## [Data excerpts]
____

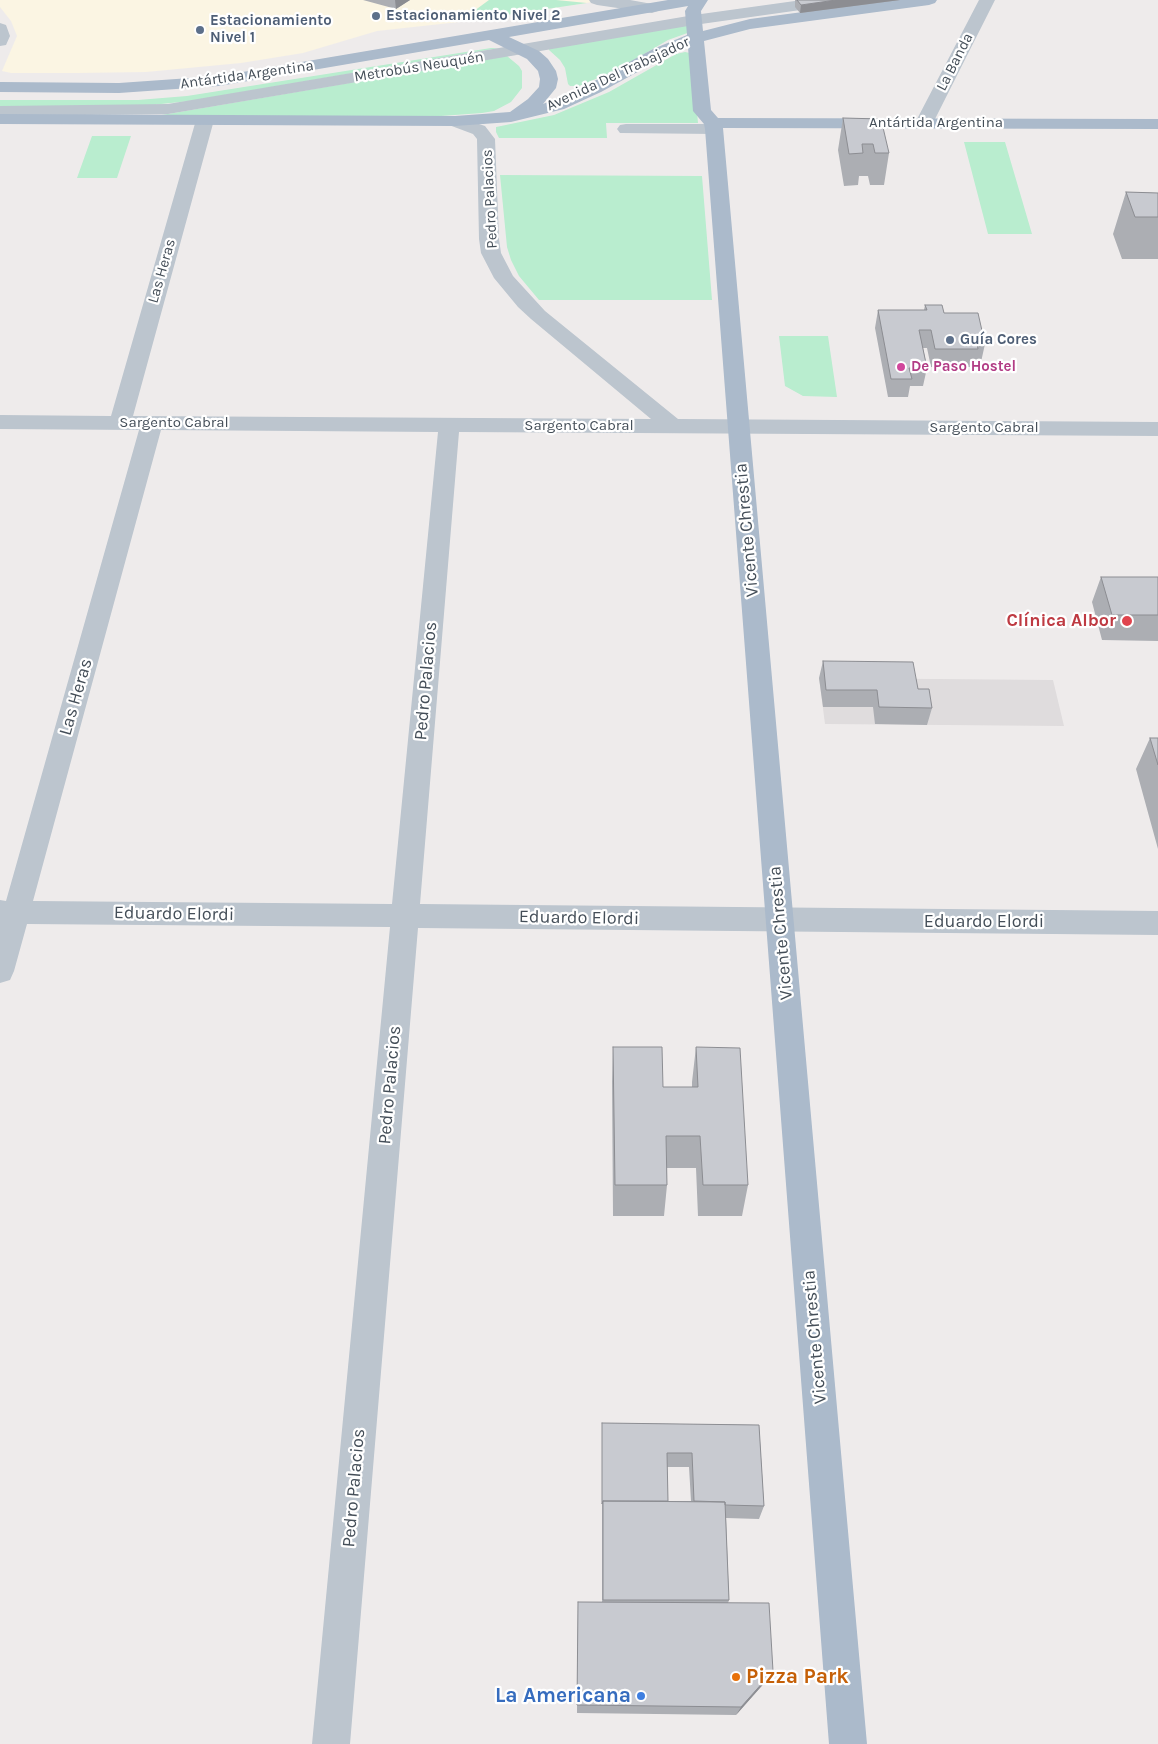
<!DOCTYPE html>
<html>
<head>
<meta charset="utf-8">
<style>
	body { margin:0 }
	canvas { display:block; background:#eeebeb }
</style>
</head>
<body>
<canvas width="1158" height="1744"></canvas>
<script>
const g = document.querySelector('canvas').getContext('2d');
g.lineJoin = 'round';
function fill(path, color) {
  g.fillStyle = color;
  g.fill(path, 'evenodd');
}
function poly(rows) {
  const path = new Path2D();
  for (const r of rows) {
    path.moveTo(r[0], r[1]);
    for (let i = 2; i < r.length; i += 2) path.lineTo(r[i], r[i + 1]);
  }
  return path;
}
function trace(path, color, width, dash) {
  g.strokeStyle = color;
  g.lineWidth = width;
  g.lineCap = dash ? 'butt' : 'round';
  g.setLineDash(dash || []);
  g.stroke(path);
}
function label(font, color, halo, rows, align = 'center') {
  g.font = font + ' Karla,sans-serif';
  g.lineWidth = 4.5;
  g.setLineDash([]);
  g.textBaseline = 'middle';
  g.strokeStyle = halo;
  g.fillStyle = color;
  for (const [text, x, y, turn = 0] of rows) {
    g.save();
    g.translate(x, y);
    g.rotate((+turn || 0) * Math.PI / 180);
    g.textAlign = isNaN(turn) ? turn : align;
    if (halo) g.strokeText(text, 0, 0);
    g.fillText(text, 0, 0);
    g.restore();
  }
}
const commercial = poly([
	[0,0,606,0,459,22,377,31,303,53,241,63,146,72,78,73,11,73,2,71,17,36,11,21,0,7]
]);
const education = poly([
	[819,678,1053,680,1064,726,825,724]
]);
const green = poly([
	[489,0,556,0,587,3,459,22],
	[689,25,693,31,668,40,617,70,579,86,570,86,568,84,565,68,560,60,549,50,549,49],
	[491,48,499,48,190,101,132,107,0,107,0,100,138,100,187,96],
	[685,52,690,53,692,57,698,123,606,123,607,138,499,138,496,132,496,127,501,126,554,115,609,92,676,54],
	[507,56,519,66,522,71,522,88,511,102,494,111,482,113,441,116,156,116],
	[92,136,131,136,117,178,77,178],
	[964,142,1005,142,1032,234,988,234],
	[500,175,702,176,712,300,539,300,519,276,511,260,507,247],
	[779,336,828,336,837,397,803,396,785,386]
]);
const minor = poly([
	[589,0,630,0,658,5,660,8,658,11,652,13,597,5,591,3,589,0],
	[802,0,844,0,842,3,836,5,694,25,168,114,0,116,0,106,168,104,694,15,802,0],
	[979,0,995,0,933,123,930,127,924,128,918,127,915,123,979,0],
	[0,23,6,25,10,36,6,45,0,46,0,23],
	[205,115,211,116,214,120,133,416,651,419,531,319,518,307,494,278,481,253,479,239,477,139,473,134,449,125,446,121,449,117,455,116,485,126,495,139,499,239,501,253,513,276,545,311,678,419,1158,422,1158,436,459,432,420,904,1158,911,1158,935,418,928,350,1744,312,1744,390,927,27,924,14,971,10,980,0,983,0,900,6,901,139,430,0,429,0,415,111,416,196,120,199,116,205,115],
	[161,430,438,432,392,904,33,901,161,430],
	[626,124,714,124,720,125,723,129,720,133,714,134,620,133,617,129,620,125,626,124]
]);
const major = poly([
	[668,0,708,0,701,11,703,31,750,19,893,0,937,0,935,3,929,5,750,29,704,41,711,110,718,118,1158,119,1158,129,723,128,867,1744,829,1744,705,129,704,124,693,111,688,47,665,57,601,92,564,109,511,122,455,126,0,124,0,114,455,116,510,112,528,99,539,87,540,79,538,71,527,59,489,40,219,86,119,93,0,92,0,82,119,83,219,76,668,0],
	[688,6,685,11,687,35,653,49,589,84,543,104,556,88,558,79,556,71,548,59,539,51,509,37,688,6]
]);
const wall = poly([
	[363,0,410,0,396,9],
	[795,0,900,0,800,13,795,7],
	[843,118,889,153,884,185,870,185,868,176,859,176,858,185,844,186,838,150],
	[1126,192,1158,193,1158,259,1122,259,1113,234],
	[925,305,944,313,985,344,981,362,975,362,974,367,931,367,927,348,923,348,927,368,923,386,910,386,908,397,888,397,875,328,878,310,924,310],
	[1101,577,1158,577,1158,641,1102,640,1092,602],
	[823,661,918,689,932,708,927,725,875,724,873,707,823,707,819,678],
	[1150,738,1158,738,1158,849,1136,769],
	[613,1047,663,1087,692,1087,692,1082,696,1047,748,1185,742,1216,698,1216,696,1168,667,1168,667,1185,664,1216,613,1216,612,1082],
	[602,1423,759,1425,764,1506,759,1519,726,1518,729,1600,728,1603,767,1680,736,1715,577,1713,578,1602,602,1602],
	[667,1467,689,1467,691,1501,668,1501]
]);
const shadedWall = poly([
	[395,0,410,0,396,9],
	[836,0,900,0,800,13,801,5],
	[773,1671,767,1680,736,1715,741,1707]
]);
const building = poly([
	[797,0,836,0,801,5,797,0],
	[843,118,881,119,889,153,875,153,873,144,862,144,863,153,849,154,843,118],
	[1126,192,1158,193,1158,217,1135,217,1126,192],
	[925,305,942,305,944,313,978,313,985,344,977,344,978,349,935,349,931,330,919,330,927,368,909,368,912,379,891,379,878,310,927,310,925,305],
	[1101,577,1158,577,1158,615,1112,615,1101,577],
	[823,661,913,662,918,689,929,689,932,708,879,707,877,690,826,690,823,661],
	[1150,738,1158,738,1158,765,1150,738],
	[613,1047,662,1047,663,1087,698,1087,696,1047,740,1048,748,1185,703,1185,700,1136,666,1136,667,1185,615,1185,613,1047],
	[602,1423,759,1425,764,1506,725,1505,725,1502,694,1501,692,1453,667,1453,668,1501,603,1501,602,1504,602,1423],
	[603,1501,725,1502,729,1600,603,1600,603,1501],
	[578,1602,769,1603,773,1671,741,1707,577,1705,578,1602]
]);
const markers = [
	[376,16,5,"#5c6f8a"],
	[200,30,5,"#5c6f8a"],
	[950,340,5,"#5c6f8a"],
	[901,367,5,"#d1479c"],
	[1127,621,6,"#e0444e"],
	[736,1677,5,"#e8710a"],
	[641,1696,5,"#3f7fe0"]
];
const farServicenames = [
	["Estacionamiento Nivel 2",386,16],
	["Estacionamiento",210,21],
	["Nivel 1",210,38],
	["Guía Cores",960,340]
];
const farStreetnames = [
	["La Banda",955,62,-63],
	["Metrobús Neuquén",419,67,-9],
	["Avenida Del Trabajador",618,74,-25],
	["Antártida Argentina",247,75,-8],
	["Antártida Argentina",936,123],
	["Pedro Palacios",490,199,-93],
	["Las Heras",162,271,-74],
	["Sargento Cabral",174,423],
	["Sargento Cabral",579,426],
	["Sargento Cabral",984,428]
];
const farHotelnames = [
	["De Paso Hostel",911,367]
];
const streetNames = [
	["Vicente Chrestia",747,530,-95],
	["Pedro Palacios",426,681,-85],
	["Las Heras",76,697,-74],
	["Eduardo Elordi",174,914,1],
	["Eduardo Elordi",579,918,1],
	["Eduardo Elordi",984,922],
	["Vicente Chrestia",781,933,-95],
	["Pedro Palacios",390,1085,-85],
	["Vicente Chrestia",815,1337,-95],
	["Pedro Palacios",354,1488,-85]
];
const healthNames = [
	["Clínica Albor",1116,621]
];
const nearFoodnames = [
	["Pizza Park",746,1677]
];
const nearShopnames = [
	["La Americana",631,1696]
];
fill(commercial, '#fbf5e3');
fill(education, '#dfdcdd');
fill(green, '#b9edcf');
fill(minor, '#bcc5ce');
fill(major, '#abbacb');
fill(wall, '#acaeb3');
fill(shadedWall, '#8c8d92');
fill(building, '#c8cad0');
trace(building, '#8c8d92', 1);
for (const [x, y, r, color] of markers) {
  const dot = new Path2D();
  dot.arc(x, y, r, 0, 2 * Math.PI);
  g.fillStyle = color;
  g.fill(dot);
  trace(dot, '#fff', 2);
}
label('bold 15px', '#4e5e75', '#fff', farServicenames, 'left');
label('15px', '#444e58', '#fff', farStreetnames);
label('bold 15px', '#b23c85', '#fff', farHotelnames, 'left');
label('18px', '#444e58', '#fff', streetNames);
label('bold 18px', '#be3a42', '#fff', healthNames, 'right');
label('bold 21px', '#c56008', '#fff', nearFoodnames, 'left');
label('bold 21px', '#366cbe', '#fff', nearShopnames, 'right');
</script>
</body>
</html>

____

## [Exercise objective]
Going back over the entries above, copy word for word every line from the one that has "const path = new Path2D();" on through the one that has "g.translate(x, y);".

## [Exercise answer]
  const path = new Path2D();
  for (const r of rows) {
    path.moveTo(r[0], r[1]);
    for (let i = 2; i < r.length; i += 2) path.lineTo(r[i], r[i + 1]);
  }
  return path;
}
function trace(path, color, width, dash) {
  g.strokeStyle = color;
  g.lineWidth = width;
  g.lineCap = dash ? 'butt' : 'round';
  g.setLineDash(dash || []);
  g.stroke(path);
}
function label(font, color, halo, rows, align = 'center') {
  g.font = font + ' Karla,sans-serif';
  g.lineWidth = 4.5;
  g.setLineDash([]);
  g.textBaseline = 'middle';
  g.strokeStyle = halo;
  g.fillStyle = color;
  for (const [text, x, y, turn = 0] of rows) {
    g.save();
    g.translate(x, y);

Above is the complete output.